Here is a fable: My first online fandom was webcomics, back in the very early days. One of the comics I read, instead of a Sunday strip, would post mail she'd gotten from fans. I was really impressed that she was getting so much fan feedback, even when her strip was just starting! She must have been really popular. She must make great comics, I should read this. Later, as the strip got older and she posted more and more about her fans and friends, I realized that nearly all of her early "fanworks" were from her relatives and coworkers. She's now a professional comics writer.
Moral of the story: Exploit your dear ones mercilessly.
Less flippantly: the more attention something gets, the more it will get, because people use that to filter their reading. And people who already like you are the ones who will give you those early hits and kudos. That's how word of mouth publicity goes. I'm not saying beg your friends to rec your stuff - some people are uncomfortable posting recs, some people are uncomfortable reccing people they know, some people like you but not your pairings - you know your own friendships and how they work. But a lot of people want to magically become popular solely from strangers stumbling over their stuff, and believe me, that's not how most actual popular writers did it.
So you can't assume your friends will kudos/review your stuff, of course - they're not obligated, even if they love you - but, at minimum, tell them about it. If you have a venue where there are people who voluntarily listen to you - whether it's a tumblr or gchat or whatever - post the link to the new work at all of them and ask them to read it. Posting it in one place and just expecting people to notice is going to miss a lot of people, and these folks are following you because they want to know about what you make. Use that.

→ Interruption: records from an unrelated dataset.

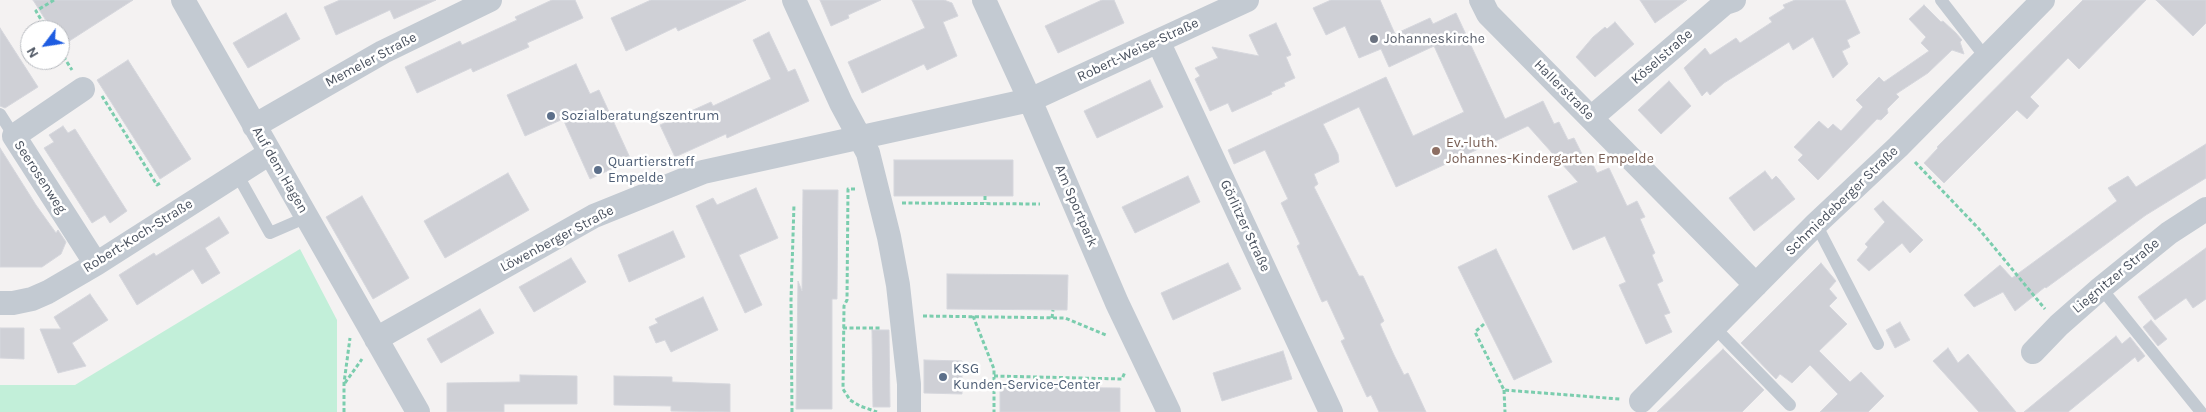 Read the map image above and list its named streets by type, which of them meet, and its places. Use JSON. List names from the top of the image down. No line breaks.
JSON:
{"streets":{"street":["Robert-Weise-Straße","Köselstraße","Memeler Straße","Hallerstraße","Auf dem Hagen","Seerosenweg","Schmiedeberger Straße","Am Sportpark","Görlitzer Straße","Robert-Koch-Straße","Löwenberger Straße","Liegnitzer Straße"]},"crossings":[["Robert-Weise-Straße","Am Sportpark"],["Robert-Weise-Straße","Görlitzer Straße"],["Robert-Weise-Straße","Löwenberger Straße"],["Köselstraße","Hallerstraße"],["Memeler Straße","Auf dem Hagen"],["Hallerstraße","Schmiedeberger Straße"],["Auf dem Hagen","Robert-Koch-Straße"],["Auf dem Hagen","Löwenberger Straße"],["Seerosenweg","Robert-Koch-Straße"],["Am Sportpark","Löwenberger Straße"]],"places":["Johanneskirche","Sozialberatungszentrum","Ev.-luth. Johannes-Kindergarten Empelde","Quartierstreff Empelde","KSG Kunden-Service-Center"],"north":"bottom left"} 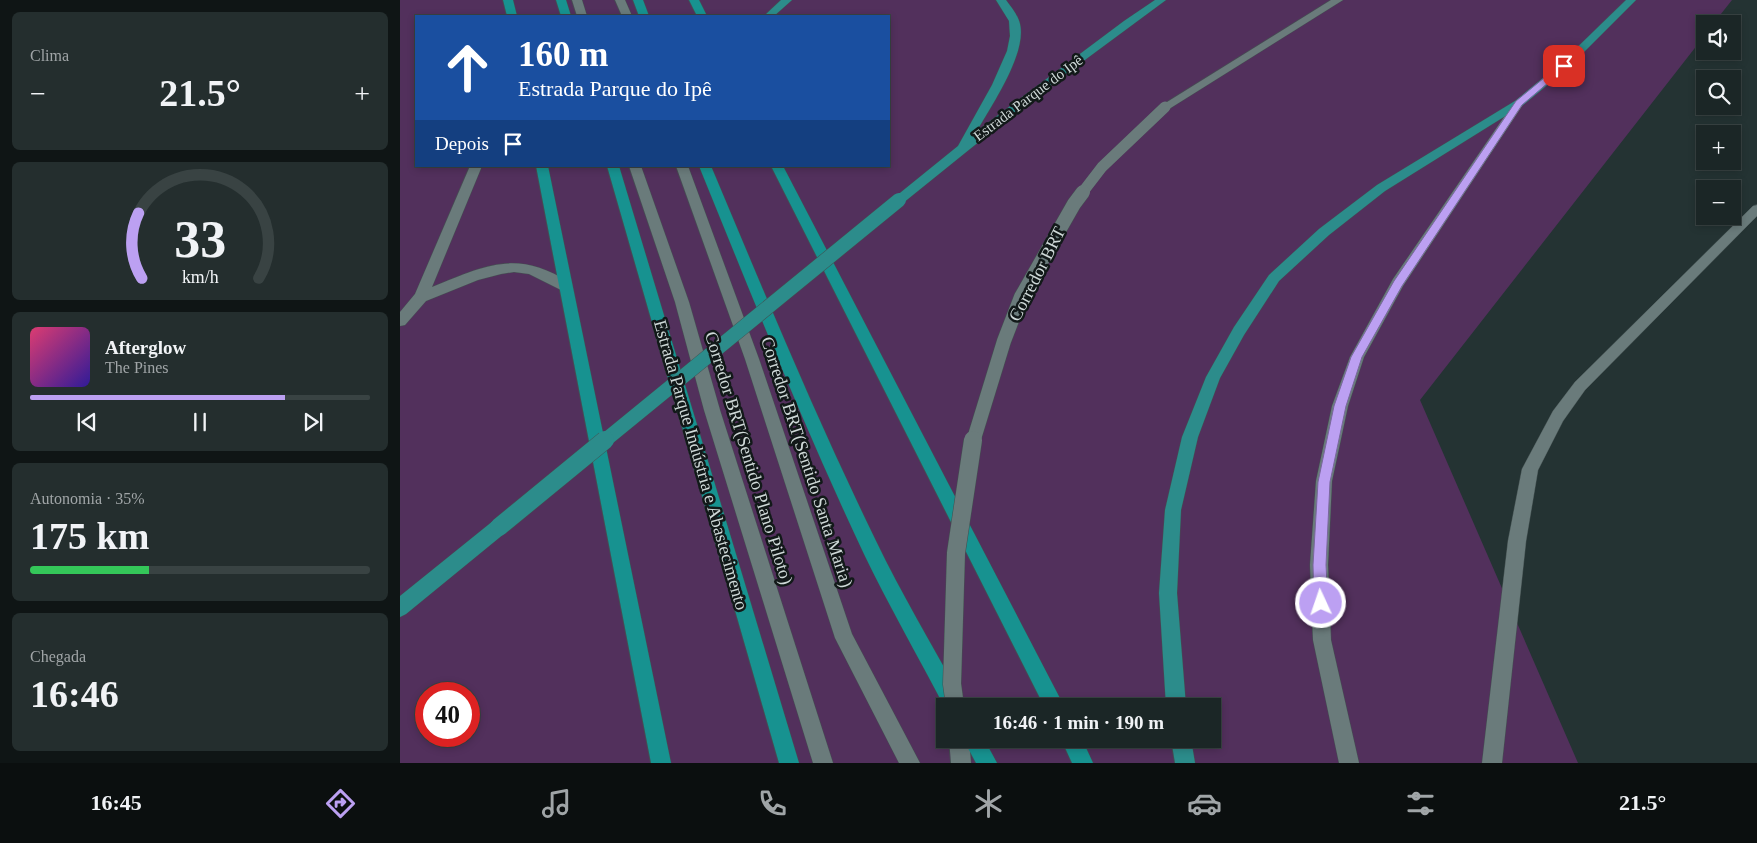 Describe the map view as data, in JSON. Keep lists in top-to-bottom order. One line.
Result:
{"streets":{"highway":["Estrada Parque Indústria e Abastecimento"],"main road":["Estrada Parque do Ipê"],"street":["Corredor BRT","Corredor BRT(Sentido Plano Piloto)","Corredor BRT(Sentido Santa Maria)"]},"page":{"tile":["Clima",["Autonomia · 35%","175 km"],["Chegada","16:46"]],"map_buttons":["+","−"],"turn":["160 m","Estrada Parque do Ipê"],"heat":["−","21.5°","+"],"then":"Depois","song":["Afterglow","The Pines"],"limit":"40","trip":"16:46 · 1 min · 190 m","tabs":["16:45","21.5°"],"gauge":["33","km/h"]}} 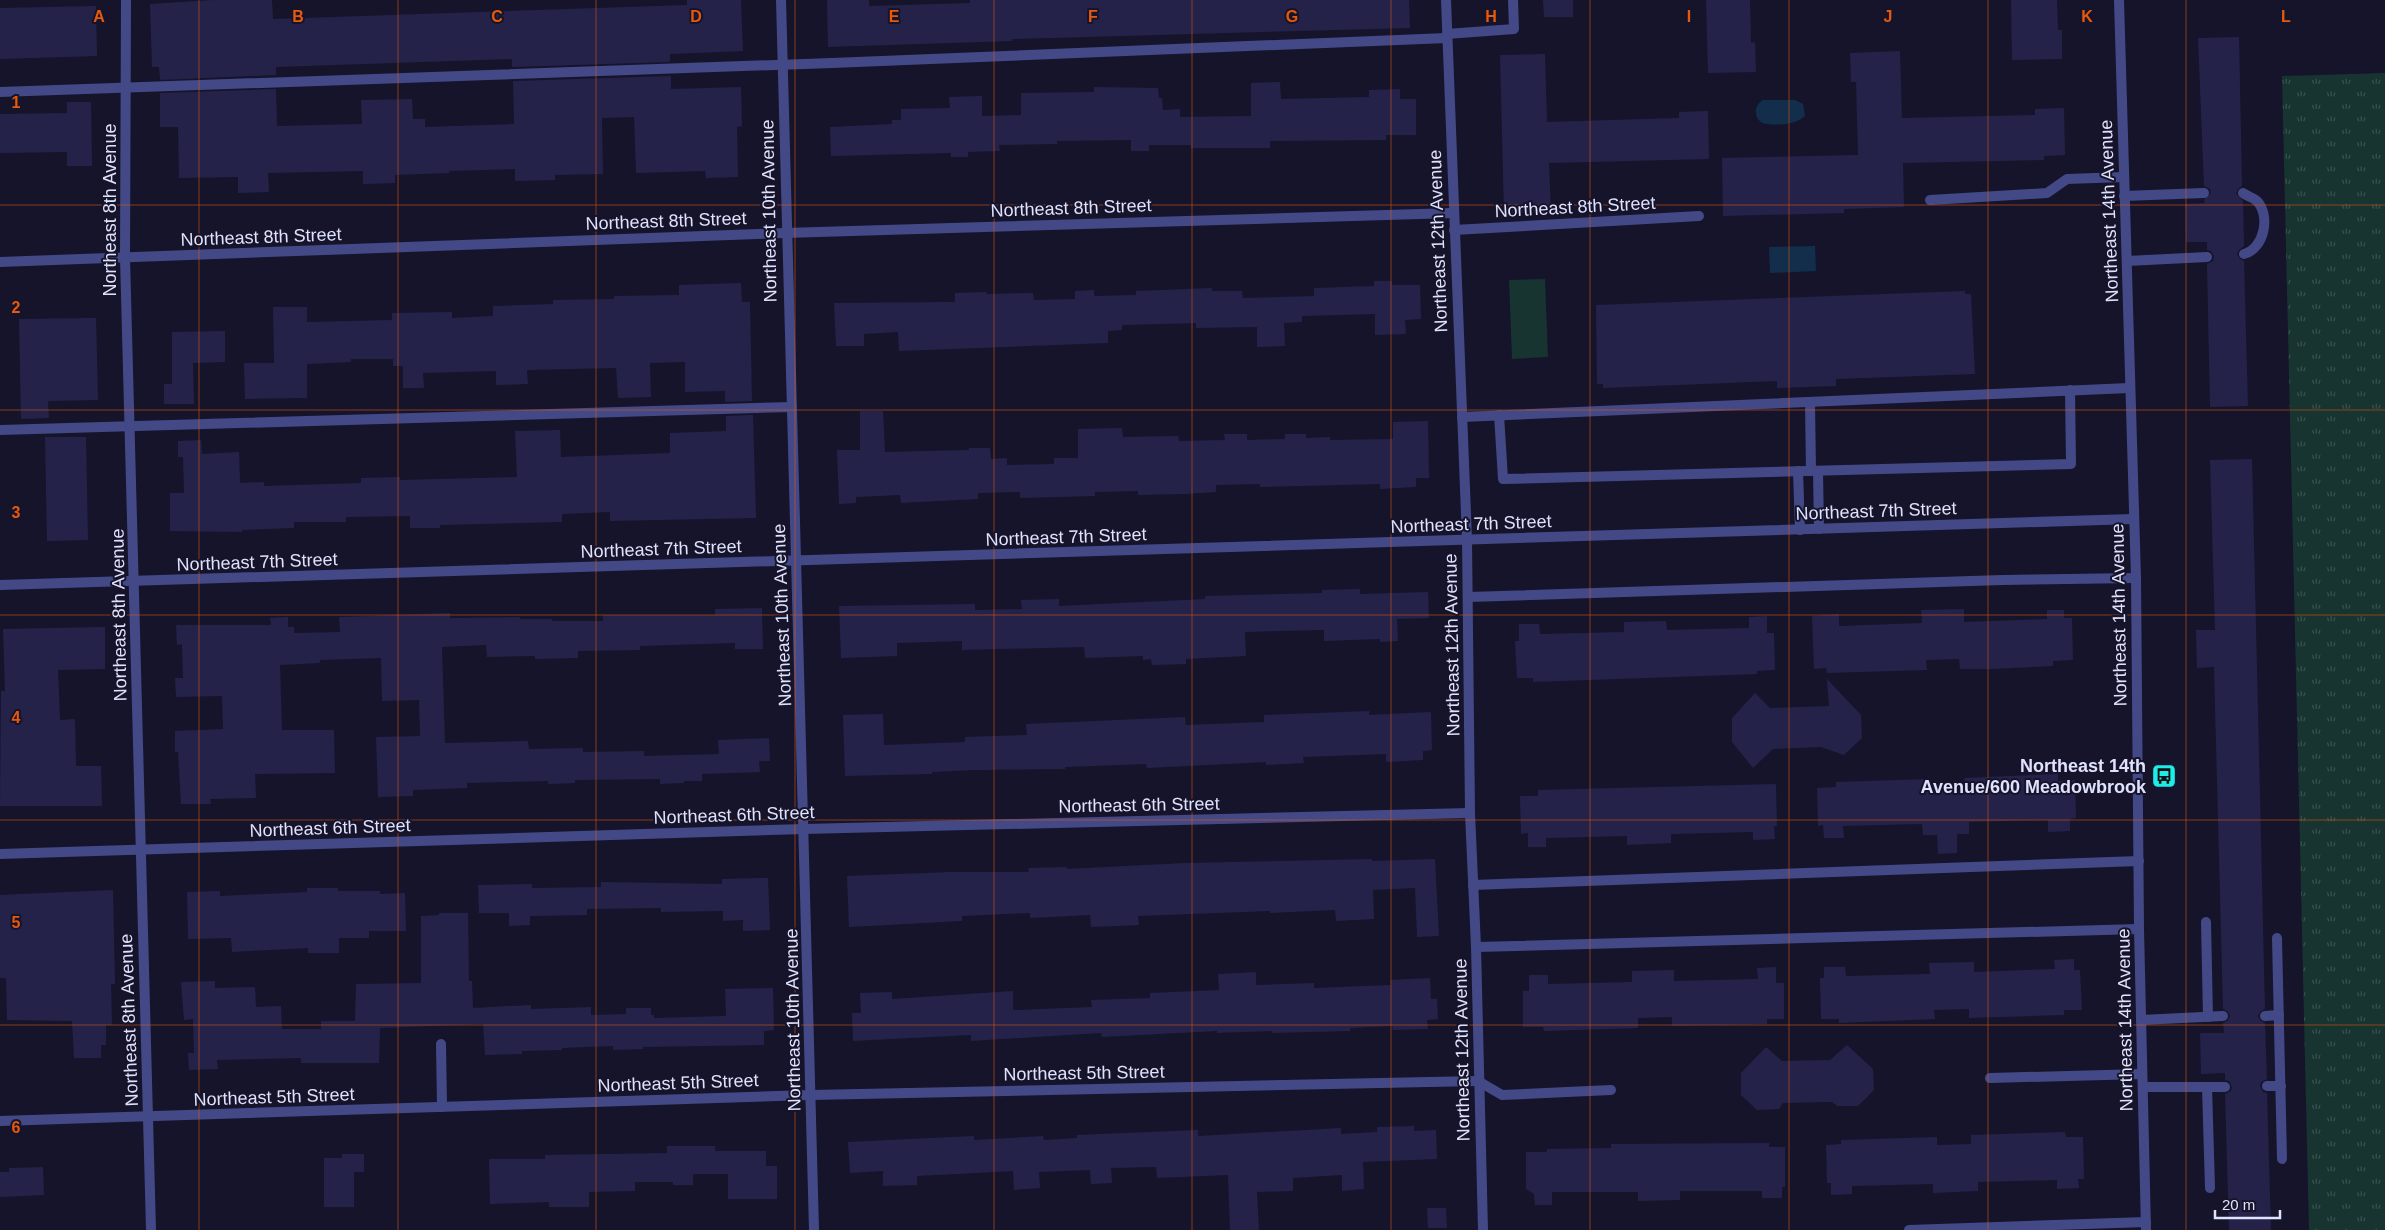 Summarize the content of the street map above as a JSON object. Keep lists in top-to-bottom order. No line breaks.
{"streets":{"street":["Northeast 8th Street","Northeast 8th Avenue","Northeast 10th Avenue","Northeast 14th Avenue","Northeast 12th Avenue","Northeast 7th Street","Northeast 6th Street","Northeast 5th Street"]},"crossings":[["Northeast 8th Street","Northeast 8th Avenue"],["Northeast 8th Street","Northeast 10th Avenue"],["Northeast 8th Street","Northeast 12th Avenue"],["Northeast 8th Avenue","Northeast 7th Street"],["Northeast 8th Avenue","Northeast 6th Street"],["Northeast 8th Avenue","Northeast 5th Street"],["Northeast 10th Avenue","Northeast 7th Street"],["Northeast 10th Avenue","Northeast 6th Street"],["Northeast 10th Avenue","Northeast 5th Street"],["Northeast 14th Avenue","Northeast 7th Street"],["Northeast 12th Avenue","Northeast 7th Street"],["Northeast 12th Avenue","Northeast 6th Street"],["Northeast 12th Avenue","Northeast 5th Street"]],"places":{"bus stop":["Northeast 14th Avenue/600 Meadowbrook"]},"scale_bar":"20 m","grid":{"columns":["A","B","C","D","E","F","G","H","I","J","K","L"],"rows":["1","2","3","4","5","6"]}} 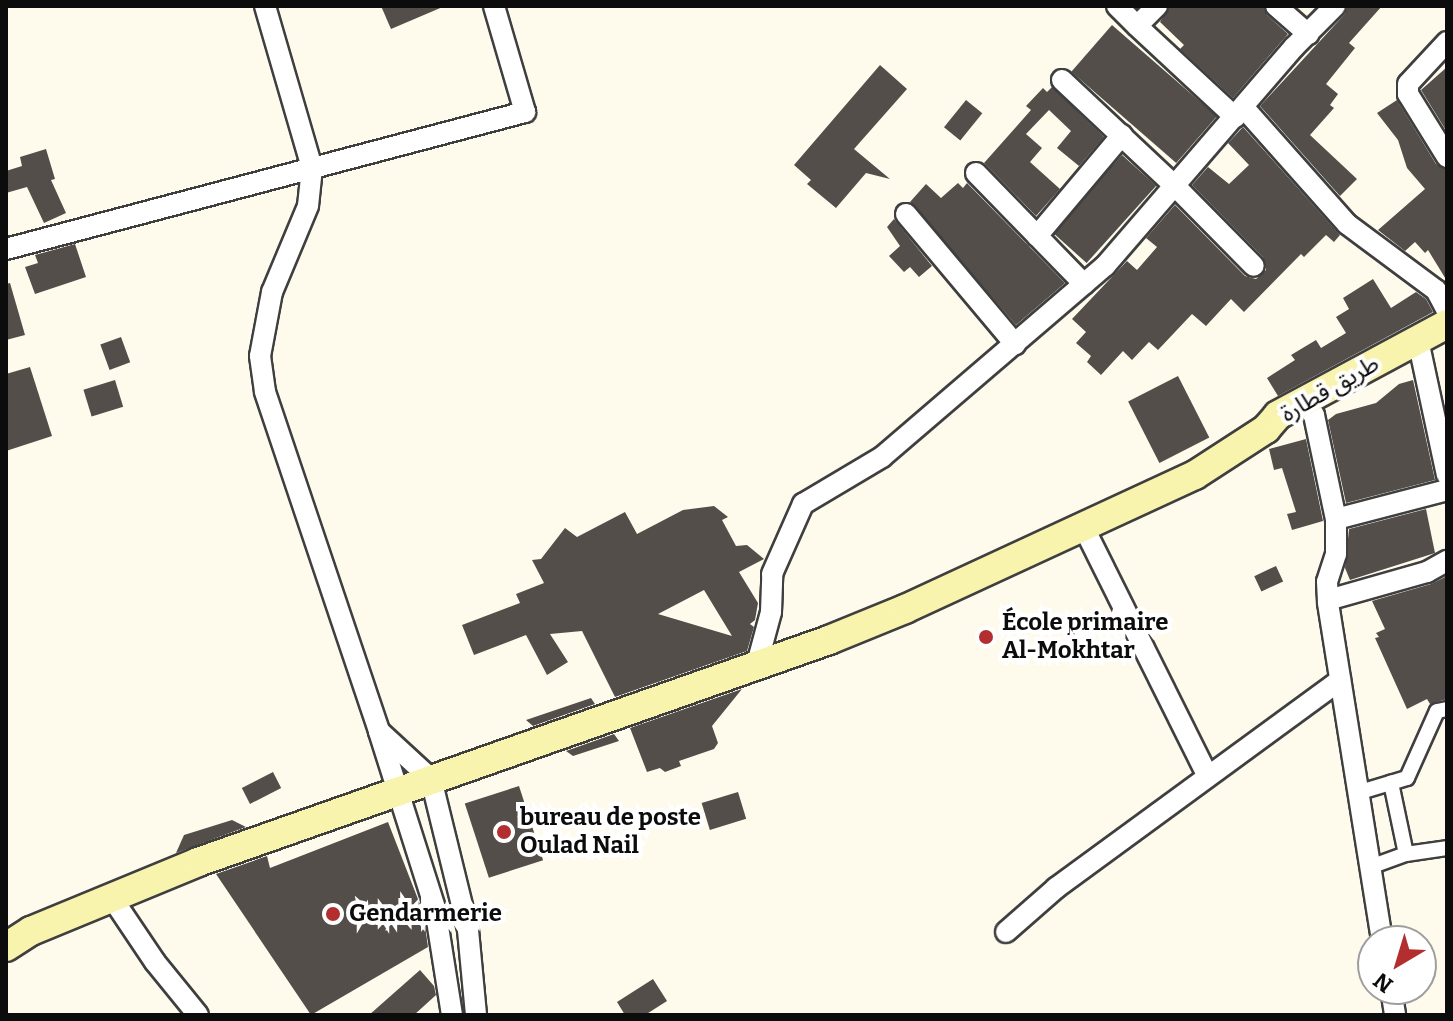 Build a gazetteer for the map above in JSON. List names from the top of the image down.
{
  "streets": {
    "main road": ["طريق قطارة"]
  },
  "places": ["École primaire Al-Mokhtar", "bureau de poste Oulad Nail", "Gendarmerie"],
  "north": "bottom left"
}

Also, as I learned from Tip O'Neill's memoirs, people like to be asked - I can tell you that if I get an AO3 notification, I'm way more likely to say "Eh, I'll read it later" and then forget than if a friend posts on a social network saying "Hey, I'm really proud of this one, I'd love if you all looked at it." And if someone who you know likes your stuff makes an open offer to fanart or podfic or commentary track or whatever, take them up on it. Ask. Point them to it. Don't be ashamed that the people like your stuff are the people who already like you, that's why. Lonely pride will get you nowhere.
Also, if you do get recs or fanart or podfic or whatever, enthuse about it everywhere you can. It's a chance to promote your fic again without looking like you're bragging, it makes you look super-popular even if it's just your kid sister drawing it, and it makes it clear that you'd love more fanworks, which makes it more likely you'll get them. (Also, getting fanwork is WONDERFUL, but that's off-topic.)
This one's going to be a bit controversial because there are a lot of strong opinions about tagging for minor/implied pairings. So this advice is solely based on "how to get more kudos", not based on any moral stance.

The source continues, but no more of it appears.